Should we therefore banish it from our gardens? I’m sure some readers will say we should. However, if we take that attitude, we should also ban cherry trees, potatoes and rhubarb, all of which have poisonous parts, as do over a quarter of the ornamental plants that grow in our flower borders. Plus, we’d need to empty forests of almost half of its native plants!
The truth is that castor bean leaves, stems, roots, seeds, etc. are only toxic if you eat them. So just do as we all do with the other toxic plants in our lives: not put any part in our mouth!
Poisonous or not, the castor bean plant is the source of a medicine that was once very popular, although less so today: castor oil. The oil extracted from the seeds contains no toxic substances: not only is ricin destroyed by heating during the extraction process, but it isn’t even soluble in oil. Castor oil is therefore neither toxic nor dangerous … but it sure doesn’t taste good!

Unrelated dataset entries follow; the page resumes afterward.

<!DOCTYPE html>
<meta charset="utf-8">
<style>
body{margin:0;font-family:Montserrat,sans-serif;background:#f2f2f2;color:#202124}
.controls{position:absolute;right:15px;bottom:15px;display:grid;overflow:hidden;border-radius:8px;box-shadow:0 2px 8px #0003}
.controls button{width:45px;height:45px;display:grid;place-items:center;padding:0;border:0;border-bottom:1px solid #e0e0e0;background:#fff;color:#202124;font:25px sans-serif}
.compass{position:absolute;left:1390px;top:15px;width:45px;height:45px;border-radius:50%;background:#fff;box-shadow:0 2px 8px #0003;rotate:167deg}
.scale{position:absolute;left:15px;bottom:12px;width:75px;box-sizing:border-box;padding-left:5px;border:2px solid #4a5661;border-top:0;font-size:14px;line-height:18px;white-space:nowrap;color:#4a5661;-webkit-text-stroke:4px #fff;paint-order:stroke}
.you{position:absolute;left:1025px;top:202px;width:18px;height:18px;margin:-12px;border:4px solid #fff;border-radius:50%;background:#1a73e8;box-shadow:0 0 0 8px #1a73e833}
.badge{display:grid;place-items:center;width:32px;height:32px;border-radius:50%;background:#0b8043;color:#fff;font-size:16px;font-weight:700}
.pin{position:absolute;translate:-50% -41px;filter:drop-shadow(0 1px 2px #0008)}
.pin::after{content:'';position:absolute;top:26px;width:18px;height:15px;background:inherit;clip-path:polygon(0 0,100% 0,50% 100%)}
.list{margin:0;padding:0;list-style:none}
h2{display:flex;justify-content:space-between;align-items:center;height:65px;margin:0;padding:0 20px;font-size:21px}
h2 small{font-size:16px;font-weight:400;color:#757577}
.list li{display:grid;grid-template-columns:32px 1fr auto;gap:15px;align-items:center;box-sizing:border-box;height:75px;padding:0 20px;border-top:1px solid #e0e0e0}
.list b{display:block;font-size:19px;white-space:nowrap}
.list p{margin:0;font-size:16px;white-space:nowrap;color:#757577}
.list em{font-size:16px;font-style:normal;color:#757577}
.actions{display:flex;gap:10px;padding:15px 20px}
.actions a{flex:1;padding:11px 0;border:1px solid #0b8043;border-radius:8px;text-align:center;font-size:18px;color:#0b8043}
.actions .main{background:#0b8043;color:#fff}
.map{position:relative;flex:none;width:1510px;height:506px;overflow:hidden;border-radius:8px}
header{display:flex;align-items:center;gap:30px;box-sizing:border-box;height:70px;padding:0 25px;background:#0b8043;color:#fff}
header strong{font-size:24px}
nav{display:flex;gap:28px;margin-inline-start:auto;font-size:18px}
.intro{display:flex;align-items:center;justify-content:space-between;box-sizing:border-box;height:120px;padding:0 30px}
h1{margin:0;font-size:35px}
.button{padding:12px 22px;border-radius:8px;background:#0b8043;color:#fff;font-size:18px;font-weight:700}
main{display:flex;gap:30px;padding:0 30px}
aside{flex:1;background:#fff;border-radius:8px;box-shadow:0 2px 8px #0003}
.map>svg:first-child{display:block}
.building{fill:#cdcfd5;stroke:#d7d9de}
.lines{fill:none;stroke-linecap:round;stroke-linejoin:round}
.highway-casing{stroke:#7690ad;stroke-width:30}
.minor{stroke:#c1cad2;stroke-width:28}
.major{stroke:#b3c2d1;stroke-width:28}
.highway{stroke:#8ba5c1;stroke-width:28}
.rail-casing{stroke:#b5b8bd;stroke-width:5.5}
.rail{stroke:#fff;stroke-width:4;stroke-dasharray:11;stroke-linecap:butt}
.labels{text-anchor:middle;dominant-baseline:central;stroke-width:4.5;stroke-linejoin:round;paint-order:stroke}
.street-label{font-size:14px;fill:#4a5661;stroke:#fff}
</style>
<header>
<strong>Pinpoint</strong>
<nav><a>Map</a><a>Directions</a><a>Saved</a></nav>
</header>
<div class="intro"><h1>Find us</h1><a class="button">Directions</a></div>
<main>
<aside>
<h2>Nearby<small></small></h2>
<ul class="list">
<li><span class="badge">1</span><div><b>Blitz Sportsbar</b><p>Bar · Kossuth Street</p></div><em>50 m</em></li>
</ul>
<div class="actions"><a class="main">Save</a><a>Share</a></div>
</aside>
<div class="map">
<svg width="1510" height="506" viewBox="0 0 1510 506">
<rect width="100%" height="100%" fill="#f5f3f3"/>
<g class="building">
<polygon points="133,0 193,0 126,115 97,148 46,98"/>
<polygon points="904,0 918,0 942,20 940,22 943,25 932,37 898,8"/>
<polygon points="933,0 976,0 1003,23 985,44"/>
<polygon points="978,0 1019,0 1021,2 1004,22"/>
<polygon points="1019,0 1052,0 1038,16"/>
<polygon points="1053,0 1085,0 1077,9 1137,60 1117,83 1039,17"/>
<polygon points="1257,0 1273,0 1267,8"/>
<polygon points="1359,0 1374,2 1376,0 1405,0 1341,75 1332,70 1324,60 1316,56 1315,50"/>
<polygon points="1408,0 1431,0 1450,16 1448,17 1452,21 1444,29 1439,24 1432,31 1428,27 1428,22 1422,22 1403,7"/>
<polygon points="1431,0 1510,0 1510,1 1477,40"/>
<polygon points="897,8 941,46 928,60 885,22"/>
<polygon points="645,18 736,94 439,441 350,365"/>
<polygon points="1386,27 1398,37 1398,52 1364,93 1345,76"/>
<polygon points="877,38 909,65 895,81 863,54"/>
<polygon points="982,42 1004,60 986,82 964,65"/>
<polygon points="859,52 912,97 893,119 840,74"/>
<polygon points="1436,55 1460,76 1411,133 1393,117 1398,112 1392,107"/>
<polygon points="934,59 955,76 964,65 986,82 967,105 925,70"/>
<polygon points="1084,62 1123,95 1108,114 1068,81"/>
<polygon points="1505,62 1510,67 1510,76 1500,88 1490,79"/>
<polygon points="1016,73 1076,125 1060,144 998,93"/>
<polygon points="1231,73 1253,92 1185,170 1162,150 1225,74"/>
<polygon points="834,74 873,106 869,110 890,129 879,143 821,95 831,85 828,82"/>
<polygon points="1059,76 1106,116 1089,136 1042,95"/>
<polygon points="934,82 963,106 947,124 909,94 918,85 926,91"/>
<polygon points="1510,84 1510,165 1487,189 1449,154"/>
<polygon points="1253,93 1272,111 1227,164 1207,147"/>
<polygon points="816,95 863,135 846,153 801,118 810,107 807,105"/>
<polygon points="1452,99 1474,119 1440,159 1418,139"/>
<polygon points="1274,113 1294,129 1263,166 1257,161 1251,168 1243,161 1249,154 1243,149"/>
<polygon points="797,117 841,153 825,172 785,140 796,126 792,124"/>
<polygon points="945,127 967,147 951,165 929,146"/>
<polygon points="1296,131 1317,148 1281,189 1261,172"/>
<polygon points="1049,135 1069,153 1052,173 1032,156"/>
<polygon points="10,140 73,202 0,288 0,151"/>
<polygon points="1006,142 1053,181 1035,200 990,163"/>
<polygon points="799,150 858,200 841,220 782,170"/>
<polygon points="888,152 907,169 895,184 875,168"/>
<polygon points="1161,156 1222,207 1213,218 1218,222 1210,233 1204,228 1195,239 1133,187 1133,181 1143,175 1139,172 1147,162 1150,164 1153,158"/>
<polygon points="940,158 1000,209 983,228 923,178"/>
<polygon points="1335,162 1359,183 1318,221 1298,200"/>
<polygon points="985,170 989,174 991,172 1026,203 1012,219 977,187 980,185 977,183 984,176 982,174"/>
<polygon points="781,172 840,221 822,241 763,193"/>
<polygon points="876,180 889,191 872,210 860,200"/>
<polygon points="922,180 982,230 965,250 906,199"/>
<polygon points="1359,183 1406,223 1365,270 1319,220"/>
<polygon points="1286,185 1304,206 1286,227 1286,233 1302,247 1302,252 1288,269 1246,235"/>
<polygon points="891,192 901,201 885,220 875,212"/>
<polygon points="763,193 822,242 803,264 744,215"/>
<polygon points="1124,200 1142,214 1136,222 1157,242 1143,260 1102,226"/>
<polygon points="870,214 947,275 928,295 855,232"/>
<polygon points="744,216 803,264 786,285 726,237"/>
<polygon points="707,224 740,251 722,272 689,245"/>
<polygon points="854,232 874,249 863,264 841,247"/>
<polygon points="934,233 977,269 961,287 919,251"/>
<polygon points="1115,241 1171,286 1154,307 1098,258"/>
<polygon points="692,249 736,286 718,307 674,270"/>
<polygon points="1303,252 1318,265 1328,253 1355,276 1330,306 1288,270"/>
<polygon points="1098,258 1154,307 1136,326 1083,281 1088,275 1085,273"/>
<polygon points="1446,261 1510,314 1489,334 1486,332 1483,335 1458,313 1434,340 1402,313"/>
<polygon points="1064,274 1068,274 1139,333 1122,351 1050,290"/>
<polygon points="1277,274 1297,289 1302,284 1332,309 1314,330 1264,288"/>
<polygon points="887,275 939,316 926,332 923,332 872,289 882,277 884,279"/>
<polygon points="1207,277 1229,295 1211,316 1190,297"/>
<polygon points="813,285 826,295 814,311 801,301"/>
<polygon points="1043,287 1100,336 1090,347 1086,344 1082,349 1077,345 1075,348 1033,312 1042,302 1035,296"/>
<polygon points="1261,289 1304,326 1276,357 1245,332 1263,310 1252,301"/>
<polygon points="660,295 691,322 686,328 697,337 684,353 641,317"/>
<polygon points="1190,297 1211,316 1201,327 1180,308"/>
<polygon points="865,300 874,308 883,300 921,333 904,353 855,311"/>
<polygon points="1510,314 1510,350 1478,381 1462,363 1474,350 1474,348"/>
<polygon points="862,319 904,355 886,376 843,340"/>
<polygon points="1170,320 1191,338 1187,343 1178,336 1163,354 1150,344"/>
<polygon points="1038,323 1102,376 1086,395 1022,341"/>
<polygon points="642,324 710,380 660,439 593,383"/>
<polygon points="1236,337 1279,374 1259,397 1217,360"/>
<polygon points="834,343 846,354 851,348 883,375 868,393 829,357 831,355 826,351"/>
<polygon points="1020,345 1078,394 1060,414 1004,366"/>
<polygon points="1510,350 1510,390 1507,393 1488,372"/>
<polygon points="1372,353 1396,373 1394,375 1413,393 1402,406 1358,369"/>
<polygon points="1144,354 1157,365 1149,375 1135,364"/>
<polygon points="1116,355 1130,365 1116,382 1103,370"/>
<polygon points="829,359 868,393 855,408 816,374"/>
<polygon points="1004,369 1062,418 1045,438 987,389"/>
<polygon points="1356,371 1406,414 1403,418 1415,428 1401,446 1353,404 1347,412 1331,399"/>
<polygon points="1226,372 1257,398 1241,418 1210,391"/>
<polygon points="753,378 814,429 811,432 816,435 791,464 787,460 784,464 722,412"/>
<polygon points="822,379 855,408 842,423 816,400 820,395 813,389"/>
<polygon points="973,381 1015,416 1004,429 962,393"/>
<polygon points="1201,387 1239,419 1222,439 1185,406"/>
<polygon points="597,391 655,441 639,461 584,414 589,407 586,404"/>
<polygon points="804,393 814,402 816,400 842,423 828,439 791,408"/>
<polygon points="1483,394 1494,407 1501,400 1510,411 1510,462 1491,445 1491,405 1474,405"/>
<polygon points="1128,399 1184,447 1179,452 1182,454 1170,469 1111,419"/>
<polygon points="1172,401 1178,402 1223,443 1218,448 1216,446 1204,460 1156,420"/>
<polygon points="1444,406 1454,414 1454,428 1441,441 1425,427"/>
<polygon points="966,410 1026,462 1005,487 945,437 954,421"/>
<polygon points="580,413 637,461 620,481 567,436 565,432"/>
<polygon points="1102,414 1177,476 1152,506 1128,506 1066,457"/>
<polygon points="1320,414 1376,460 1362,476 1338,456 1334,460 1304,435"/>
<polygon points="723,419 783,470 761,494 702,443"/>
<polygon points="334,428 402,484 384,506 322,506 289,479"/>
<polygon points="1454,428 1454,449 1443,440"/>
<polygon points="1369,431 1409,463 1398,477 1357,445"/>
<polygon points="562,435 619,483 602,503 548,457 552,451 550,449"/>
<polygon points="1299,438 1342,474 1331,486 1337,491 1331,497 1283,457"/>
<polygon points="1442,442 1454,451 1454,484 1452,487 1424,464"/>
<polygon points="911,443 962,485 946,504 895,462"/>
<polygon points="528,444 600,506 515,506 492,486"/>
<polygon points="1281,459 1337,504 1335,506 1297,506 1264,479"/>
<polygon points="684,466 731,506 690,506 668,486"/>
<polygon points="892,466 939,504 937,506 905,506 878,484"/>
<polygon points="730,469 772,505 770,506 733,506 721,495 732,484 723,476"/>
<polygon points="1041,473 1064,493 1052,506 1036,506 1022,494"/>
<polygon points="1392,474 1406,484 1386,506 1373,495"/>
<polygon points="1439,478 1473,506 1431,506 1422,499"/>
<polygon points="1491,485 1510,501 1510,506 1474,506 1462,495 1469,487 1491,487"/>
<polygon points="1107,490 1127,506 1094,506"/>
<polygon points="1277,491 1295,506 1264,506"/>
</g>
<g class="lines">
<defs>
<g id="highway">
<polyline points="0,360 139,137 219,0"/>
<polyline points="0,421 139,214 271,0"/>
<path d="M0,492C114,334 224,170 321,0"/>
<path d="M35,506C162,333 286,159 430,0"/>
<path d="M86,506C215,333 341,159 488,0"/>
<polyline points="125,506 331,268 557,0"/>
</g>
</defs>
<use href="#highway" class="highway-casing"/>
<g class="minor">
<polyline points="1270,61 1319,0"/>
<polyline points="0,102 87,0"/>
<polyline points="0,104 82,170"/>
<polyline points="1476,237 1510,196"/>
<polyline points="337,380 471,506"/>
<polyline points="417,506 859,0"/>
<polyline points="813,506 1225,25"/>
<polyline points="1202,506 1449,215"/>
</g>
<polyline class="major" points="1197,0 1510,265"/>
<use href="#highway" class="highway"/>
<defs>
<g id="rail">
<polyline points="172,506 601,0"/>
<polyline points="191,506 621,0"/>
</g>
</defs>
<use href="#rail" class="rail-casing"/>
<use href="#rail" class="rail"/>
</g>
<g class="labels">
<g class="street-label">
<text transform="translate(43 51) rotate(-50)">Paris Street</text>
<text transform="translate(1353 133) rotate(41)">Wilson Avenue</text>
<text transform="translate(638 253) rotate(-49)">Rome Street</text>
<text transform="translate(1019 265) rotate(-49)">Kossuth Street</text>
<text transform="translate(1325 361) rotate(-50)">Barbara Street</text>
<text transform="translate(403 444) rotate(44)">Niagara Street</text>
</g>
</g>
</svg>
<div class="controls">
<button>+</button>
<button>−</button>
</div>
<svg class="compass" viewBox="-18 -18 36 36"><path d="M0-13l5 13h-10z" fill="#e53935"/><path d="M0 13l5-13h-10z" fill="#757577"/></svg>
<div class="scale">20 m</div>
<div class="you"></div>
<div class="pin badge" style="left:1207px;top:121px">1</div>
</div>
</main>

Start Off on the Right Foot
The secret in growing a beautiful, huge Zanzibar castor bean plant is to make sure its growth is never inhibited. Anything that can slow down its development—and that would include a pot that is too small and prevents its roots from expanding or temperatures that are too cool—will leave the plant stunted. Once that happens, the plant will never reach its full size. It may look nice enough, but won’t produce the large leaves it’s famous for.
That’s why store-bought castor bean seedlings often fail to live up to their full potential. If they stay just a few days too long in the nursery, their roots become cramped and then they never resume normal growth after they’re planted.
The ideal situation is therefore to sow castor bean seeds yourself, because then you can make sure that doesn’t happen.
In a warm climate, you can simply sow the seeds outdoors and just stand back and watch them grow. (This plant grows like a weed in many tropical climates and is not a plant that needs a lot of coddling when so grown.) However, in temperate climates, it’s already summer or nearly so before the soil has warmed up enough to allow germination. That doesn’t give the plant enough time to reach its full potential. You have to start it indoors … but not too early!
When to Sow
Knowing that this plant hates the cold, it should not be planted out until the night air temperatures regularly exceed 10 °C (50 °F). If you’re the type of gardener who keeps notes, you probably have a good idea of when that will be, but if not, calculate you’ll be planting it out about 2 weeks after the last frost date.
Since you’ll want a vigorous young seedling to plant out, still bearing its cotelydons (seed leaves), start the seed indoors about 4 to 6 weeks before then.
You can soak the seeds for 24 hours in lukewarm water before sowing them, but that isn’t absolutely necessary. Fill a 15-cm (6-in) peat pot with moist potting mix and insert the large seed to a depth of 2.5 to 5 cm (1 to 2 in). The peat pot, with its permeable sides, allows you to transplant the seedling pot and all, resulting in minimal root damage. You could also sow it in a plastic pot… but then you’ll have to remove the root ball from the pot at planting time. If so, be extra careful to not disturb the roots. If they’re damaged, the plant will fail to thrive.
Place the pot in a warm location (around 21–24 °C/72–75 °F). Since windowsills can be a bit on the cool side, a heat mat could well be helpful. Germination is rather slow (2–3 weeks), but growth thereafter is rapid … even very rapid! And that’s why it isn’t worthwhile starting the plant indoors too early.
Acclimatize seedlings gradually to outdoor conditions before transplanting them to a deep, rich soil in a very sunny spot. They can be grown in large containers too.
Summer maintenance? Just water castor bean plants in case of drought. Otherwise, they take care of themselves.
Where to Find Seeds
Zanzibar castor bean seeds are quite widely available in seed catalogs and often even garden centers. You should have no problem finding them.
Try growing a Zanzibar castor bean plant and you’ll see: it is truly a spectacular plant!